Advertisers often overuse the word “premium,” but that the standard can be defined by three clear attributes: the inherent brand equity of the publisher, the quality of the ad experience, and the relevance of the advertising itself, Doherty said. Even the best content falters if the ad environment feels intrusive.

When all three elements are aligned, “they have a tremendous impact on the consumer’s perception of how premium the environment is,” he said.

Doherty framed today’s programmatic ecosystem as a “buyer’s market,” with more supply than demand. That imbalance, he argued, gives marketers the leverage to be far more selective about where they spend, and simultaneously pushes publishers to provide richer, more transparent signals to stand out.
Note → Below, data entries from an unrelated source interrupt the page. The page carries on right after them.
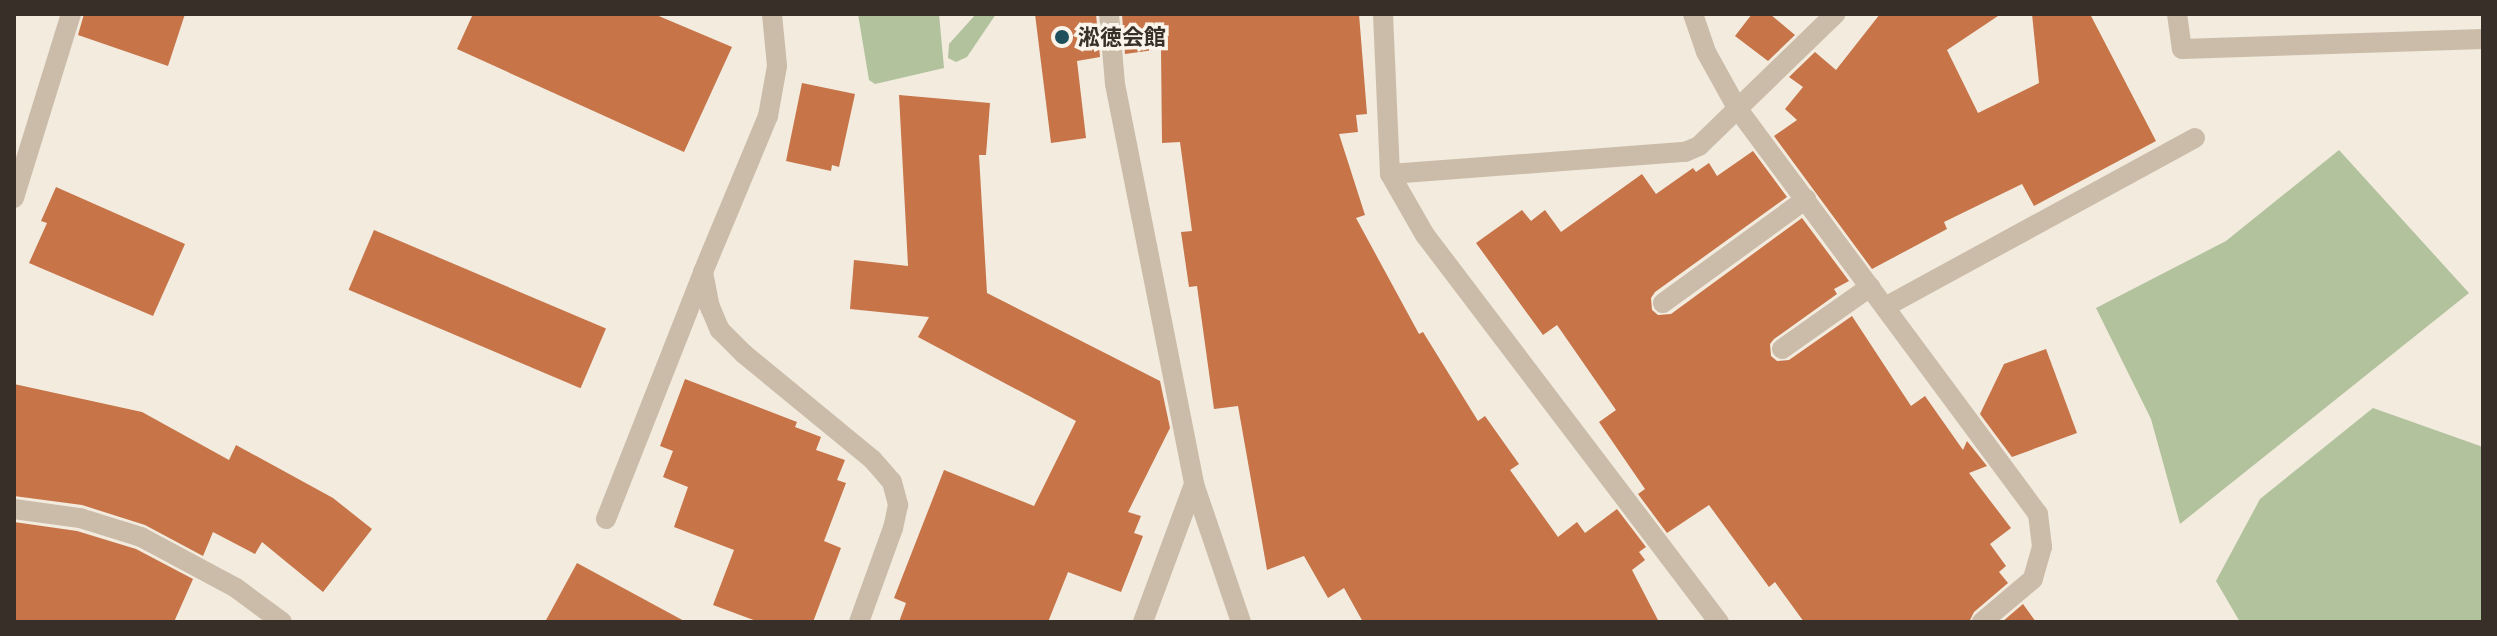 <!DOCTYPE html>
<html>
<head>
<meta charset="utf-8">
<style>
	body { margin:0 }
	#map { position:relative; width:2497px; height:636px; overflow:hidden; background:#f2ebde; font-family:"Open Sans","Noto Sans JP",sans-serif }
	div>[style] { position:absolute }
	.green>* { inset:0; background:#b1c29d }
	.building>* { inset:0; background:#c67448; transform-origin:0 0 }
	.service>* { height:20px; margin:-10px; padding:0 10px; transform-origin:10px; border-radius:10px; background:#cbbca9 }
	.minor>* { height:20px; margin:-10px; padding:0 10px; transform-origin:10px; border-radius:10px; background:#cbbca9 }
	.dots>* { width:22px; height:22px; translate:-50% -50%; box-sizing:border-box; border:4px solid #faf4ea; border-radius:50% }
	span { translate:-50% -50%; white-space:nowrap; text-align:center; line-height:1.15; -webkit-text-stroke:7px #faf4ea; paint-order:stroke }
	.poi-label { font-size:22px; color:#382f29; font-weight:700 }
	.left { translate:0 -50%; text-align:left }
	.frame { position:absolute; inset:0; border:16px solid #382f29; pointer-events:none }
</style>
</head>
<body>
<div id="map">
	<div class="green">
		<div style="clip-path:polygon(858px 14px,939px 14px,944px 68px,875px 84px,869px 80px)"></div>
		<div style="clip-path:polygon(976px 14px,996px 14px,967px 57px,956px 62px,948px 58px,949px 44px)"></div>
		<div style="clip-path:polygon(2339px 150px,2469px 293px,2180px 524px,2151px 419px,2096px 308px,2226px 241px)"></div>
		<div style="clip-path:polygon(2373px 408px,2483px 447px,2483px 622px,2240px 622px,2216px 581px,2260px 499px)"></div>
	</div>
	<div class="building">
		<div style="clip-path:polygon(84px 14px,185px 14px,168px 66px,78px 35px)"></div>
		<div style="clip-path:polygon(473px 14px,654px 14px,732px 47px,684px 152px,457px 49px)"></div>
		<div style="clip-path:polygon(1035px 14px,1096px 14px,1100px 57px,1077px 61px,1086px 138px,1051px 143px)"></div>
		<div style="clip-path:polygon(1122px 14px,1359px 14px,1367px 114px,1356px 115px,1358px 132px,1339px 134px,1365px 215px,1356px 218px,1419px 334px,1423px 332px,1478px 421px,1485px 416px,1519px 464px,1510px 470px,1558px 537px,1577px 522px,1585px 533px,1617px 509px,1646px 547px,1639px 552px,1645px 560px,1632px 570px,1659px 622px,1363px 622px,1344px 588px,1328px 598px,1304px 556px,1267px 570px,1238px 406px,1214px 409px,1197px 286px,1189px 287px,1181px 232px,1192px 231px,1180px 142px,1162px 143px,1161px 49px,1125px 54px)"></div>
		<div style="clip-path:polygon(1752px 14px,1770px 14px,1795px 35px,1768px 61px,1735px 36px)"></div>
		<div style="clip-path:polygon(1880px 14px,2001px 14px,1947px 50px,1978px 113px,2039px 83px,2032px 14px,2090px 14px,2156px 141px,2034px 206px,2022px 184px,1944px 222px,1947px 229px,1872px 269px,1774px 136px,1797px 120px,1785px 109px,1803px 87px,1789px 77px,1815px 52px,1836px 70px)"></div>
		<div style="clip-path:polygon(802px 83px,855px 94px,839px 167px,832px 165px,831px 171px,786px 161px)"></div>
		<div style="clip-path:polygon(899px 95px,990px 103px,986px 155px,979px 155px,987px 293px,1160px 381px,1170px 428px,1128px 512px,1141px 516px,1134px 533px,1143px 536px,1121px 592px,1068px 572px,1048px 622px,899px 622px,906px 603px,894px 598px,944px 470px,1034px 506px,1076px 421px,918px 337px,929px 317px,850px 309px,854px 260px,908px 266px)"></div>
		<div style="clip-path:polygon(1753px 151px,1787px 197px,1655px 292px,1651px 298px,1652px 310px,1658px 315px,1671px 314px,1802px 218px,1849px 281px,1834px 289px,1837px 294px,1774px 339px,1770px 344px,1771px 356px,1777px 361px,1789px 360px,1852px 316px,1911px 406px,1925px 396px,1963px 450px,1967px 441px,1987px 466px,1969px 473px,2011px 528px,1990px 544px,2006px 566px,1999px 572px,2008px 583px,1974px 612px,1969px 622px,1804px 622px,1775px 582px,1769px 587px,1709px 505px,1667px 533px,1638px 494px,1645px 489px,1599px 422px,1616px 410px,1557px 325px,1543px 335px,1476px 243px,1522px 210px,1531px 221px,1545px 210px,1561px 232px,1642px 174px,1656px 194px,1693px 168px,1696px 172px,1709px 163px,1717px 176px)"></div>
		<div style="clip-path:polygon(56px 187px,185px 244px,153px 316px,29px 263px,47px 223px,41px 221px)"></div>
		<div style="left:374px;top:230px;width:252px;height:65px;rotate:23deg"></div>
		<div style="clip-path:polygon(2046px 349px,2077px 433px,2012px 457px,1980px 414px,2004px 364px)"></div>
		<div style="clip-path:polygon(685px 379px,797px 422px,795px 427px,821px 437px,816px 450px,845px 460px,837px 480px,846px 483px,824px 541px,841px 548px,813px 622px,759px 622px,713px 605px,734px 550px,674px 527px,688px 487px,663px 477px,673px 451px,660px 446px)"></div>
		<div style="clip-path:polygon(14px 384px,142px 412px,229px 460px,236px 445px,333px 498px,372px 529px,323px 592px,262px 542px,255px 554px,213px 532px,203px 556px,145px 525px,82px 505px,14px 496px)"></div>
		<div style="clip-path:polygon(14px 522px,77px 531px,136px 549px,193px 579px,174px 622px,14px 622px)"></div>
		<div style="clip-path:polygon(577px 563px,686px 622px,545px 622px)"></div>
		<div style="clip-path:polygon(2023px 604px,2036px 622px,2002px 622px)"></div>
	</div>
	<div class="service">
		<div style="left:1663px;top:303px;width:177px;rotate:-36deg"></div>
		<div style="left:1782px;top:349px;width:108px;rotate:-35.2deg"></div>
	</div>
	<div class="minor">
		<div style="left:772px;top:14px;width:52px;rotate:84.5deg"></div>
		<div style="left:777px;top:66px;width:51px;rotate:100.2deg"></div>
		<div style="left:768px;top:116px;width:169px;rotate:112.6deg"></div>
		<div style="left:703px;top:272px;width:36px;rotate:79deg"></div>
		<div style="left:710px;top:307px;width:25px;rotate:67deg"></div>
		<div style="left:720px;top:330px;width:34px;rotate:45deg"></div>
		<div style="left:744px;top:354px;width:166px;rotate:39.4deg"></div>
		<div style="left:872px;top:459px;width:30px;rotate:49deg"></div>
		<div style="left:892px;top:482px;width:24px;rotate:75deg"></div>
		<div style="left:898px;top:505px;width:24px;rotate:102deg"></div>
		<div style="left:893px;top:528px;width:100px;rotate:109.9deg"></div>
		<div style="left:1109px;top:14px;width:70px;rotate:85.1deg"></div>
		<div style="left:1115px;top:84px;width:408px;rotate:78.8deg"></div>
		<div style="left:1194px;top:484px;width:146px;rotate:71.2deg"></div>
		<div style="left:1383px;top:14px;width:160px;rotate:87.5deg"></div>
		<div style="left:1390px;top:174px;width:70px;rotate:60.2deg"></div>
		<div style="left:1425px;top:235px;width:486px;rotate:52.8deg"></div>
		<div style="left:1693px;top:14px;width:40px;rotate:71.1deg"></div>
		<div style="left:1706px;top:52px;width:64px;rotate:61deg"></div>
		<div style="left:1737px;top:108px;width:505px;rotate:53.45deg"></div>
		<div style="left:2038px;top:514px;width:33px;rotate:83deg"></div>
		<div style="left:2042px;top:547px;width:33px;rotate:106deg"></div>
		<div style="left:2033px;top:579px;width:67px;rotate:139.9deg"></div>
		<div style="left:2177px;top:14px;width:35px;rotate:82deg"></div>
		<div style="left:2182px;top:49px;width:301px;rotate:-1.9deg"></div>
		<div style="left:1390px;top:174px;width:296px;rotate:-4.3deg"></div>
		<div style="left:1685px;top:152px;width:15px;rotate:-23deg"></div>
		<div style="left:1699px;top:146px;width:190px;rotate:-44.1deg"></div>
		<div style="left:14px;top:198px;width:193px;rotate:-72.8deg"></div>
		<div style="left:1885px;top:307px;width:353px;rotate:-28.6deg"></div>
		<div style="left:14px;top:509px;width:67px;rotate:7.8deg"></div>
		<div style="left:80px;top:518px;width:64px;rotate:17.3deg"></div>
		<div style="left:141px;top:537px;width:108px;rotate:28.2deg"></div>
		<div style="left:236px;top:588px;width:57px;rotate:36.5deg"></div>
		<div style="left:606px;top:519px;width:264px;rotate:-68.5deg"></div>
		<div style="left:1143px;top:622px;width:147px;rotate:-69.7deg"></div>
	</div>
	<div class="dots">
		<div style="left:1062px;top:37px;background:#1e4f5a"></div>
	</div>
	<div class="poi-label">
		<span class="left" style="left:1078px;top:37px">淞徳会館</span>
	</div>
	<div class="frame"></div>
</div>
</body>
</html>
“Buyers need more information,” he said. “They can be more discerning, and premium publishers can be more signal-rich.”

More valuable to marketers

Transparency, Doherty added, isn’t just philosophically good; it has measurable performance value. Detailed knowledge about inventory allows buyers to weigh one opportunity against another, calibrate bids and ultimately deliver stronger outcomes.

“It’s how publishers prove their inventory performs,” he said.

Asked what a “healthier open internet” looks like, Doherty pointed to alignment of incentives. Publishers need sustainable economics to keep investing in the journalism, music, video and podcasts that form the backbone of the ecosystem. High-quality content is expensive and difficult to produce at scale, he noted, and a functioning marketplace must reward that investment.

“The premium environment performs,” he said. “If buyers get more value and publishers can continue to create great, original content, that’s sustainability.”

Need for streamlining

Doherty also argued for simplifying the underlying mechanics of programmatic transactions, likening the current complexity to the inner workings of a Swiss watch, beautiful engineering that should be invisible to the user.

Reducing friction for buyers and sellers would make open-internet advertising as intuitive to transact as any other medium, he said, helping investment flow toward quality supply and supporting the so-called “flywheel” effect of reinvestment in premium content.

Looking ahead, Doherty said the industry may be underestimating how strong the ecosystem could become if it fully embraces quality, transparency and aligned incentives.

“The consumer surplus continues to grow,” he said. “Consumers get more, publishers run profitable businesses, and marketers get performance. If we do all of those things well, that’s a high-growth recipe.”